» Prompt:
Every entry must appear in the answer exactly as it does here.

» Material for this task:
......

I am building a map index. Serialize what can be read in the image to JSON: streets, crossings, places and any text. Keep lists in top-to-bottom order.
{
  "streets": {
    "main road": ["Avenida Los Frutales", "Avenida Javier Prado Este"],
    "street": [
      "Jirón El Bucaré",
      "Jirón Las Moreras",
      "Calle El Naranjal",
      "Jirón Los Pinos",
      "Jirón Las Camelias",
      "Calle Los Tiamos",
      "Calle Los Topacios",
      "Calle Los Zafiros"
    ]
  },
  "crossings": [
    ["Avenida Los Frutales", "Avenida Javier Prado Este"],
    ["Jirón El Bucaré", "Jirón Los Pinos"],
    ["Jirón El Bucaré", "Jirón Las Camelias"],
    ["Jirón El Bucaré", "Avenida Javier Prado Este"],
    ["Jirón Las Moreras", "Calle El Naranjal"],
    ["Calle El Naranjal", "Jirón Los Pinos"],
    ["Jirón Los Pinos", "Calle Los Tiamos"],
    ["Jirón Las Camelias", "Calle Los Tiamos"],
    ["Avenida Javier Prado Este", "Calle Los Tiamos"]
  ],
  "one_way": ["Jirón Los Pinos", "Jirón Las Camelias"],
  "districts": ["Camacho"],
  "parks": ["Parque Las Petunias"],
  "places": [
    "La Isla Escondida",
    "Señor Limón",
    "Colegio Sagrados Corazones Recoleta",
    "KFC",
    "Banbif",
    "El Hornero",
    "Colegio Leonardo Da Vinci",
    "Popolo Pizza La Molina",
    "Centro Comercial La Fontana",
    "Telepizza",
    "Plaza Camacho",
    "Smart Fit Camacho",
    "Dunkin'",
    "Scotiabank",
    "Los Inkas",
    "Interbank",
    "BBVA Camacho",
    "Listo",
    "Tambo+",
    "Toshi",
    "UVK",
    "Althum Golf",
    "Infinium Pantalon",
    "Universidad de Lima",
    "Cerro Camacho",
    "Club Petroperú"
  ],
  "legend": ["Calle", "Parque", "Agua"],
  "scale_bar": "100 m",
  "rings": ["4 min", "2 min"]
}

......

» Answer space:
I am building a map index. Serialize what can be read in the image to JSON: streets, crossings, places and any text. Keep lists in top-to-bottom order.
{
  "streets": {
    "main road": ["Avenida Los Frutales", "Avenida Javier Prado Este"],
    "street": [
      "Jirón El Bucaré",
      "Jirón Las Moreras",
      "Calle El Naranjal",
      "Jirón Los Pinos",
      "Jirón Las Camelias",
      "Calle Los Tiamos",
      "Calle Los Topacios",
      "Calle Los Zafiros"
    ]
  },
  "crossings": [
    ["Avenida Los Frutales", "Avenida Javier Prado Este"],
    ["Jirón El Bucaré", "Jirón Los Pinos"],
    ["Jirón El Bucaré", "Jirón Las Camelias"],
    ["Jirón El Bucaré", "Avenida Javier Prado Este"],
    ["Jirón Las Moreras", "Calle El Naranjal"],
    ["Calle El Naranjal", "Jirón Los Pinos"],
    ["Jirón Los Pinos", "Calle Los Tiamos"],
    ["Jirón Las Camelias", "Calle Los Tiamos"],
    ["Avenida Javier Prado Este", "Calle Los Tiamos"]
  ],
  "one_way": ["Jirón Los Pinos", "Jirón Las Camelias"],
  "districts": ["Camacho"],
  "parks": ["Parque Las Petunias"],
  "places": [
    "La Isla Escondida",
    "Señor Limón",
    "Colegio Sagrados Corazones Recoleta",
    "KFC",
    "Banbif",
    "El Hornero",
    "Colegio Leonardo Da Vinci",
    "Popolo Pizza La Molina",
    "Centro Comercial La Fontana",
    "Telepizza",
    "Plaza Camacho",
    "Smart Fit Camacho",
    "Dunkin'",
    "Scotiabank",
    "Los Inkas",
    "Interbank",
    "BBVA Camacho",
    "Listo",
    "Tambo+",
    "Toshi",
    "UVK",
    "Althum Golf",
    "Infinium Pantalon",
    "Universidad de Lima",
    "Cerro Camacho",
    "Club Petroperú"
  ],
  "legend": ["Calle", "Parque", "Agua"],
  "scale_bar": "100 m",
  "rings": ["4 min", "2 min"]
}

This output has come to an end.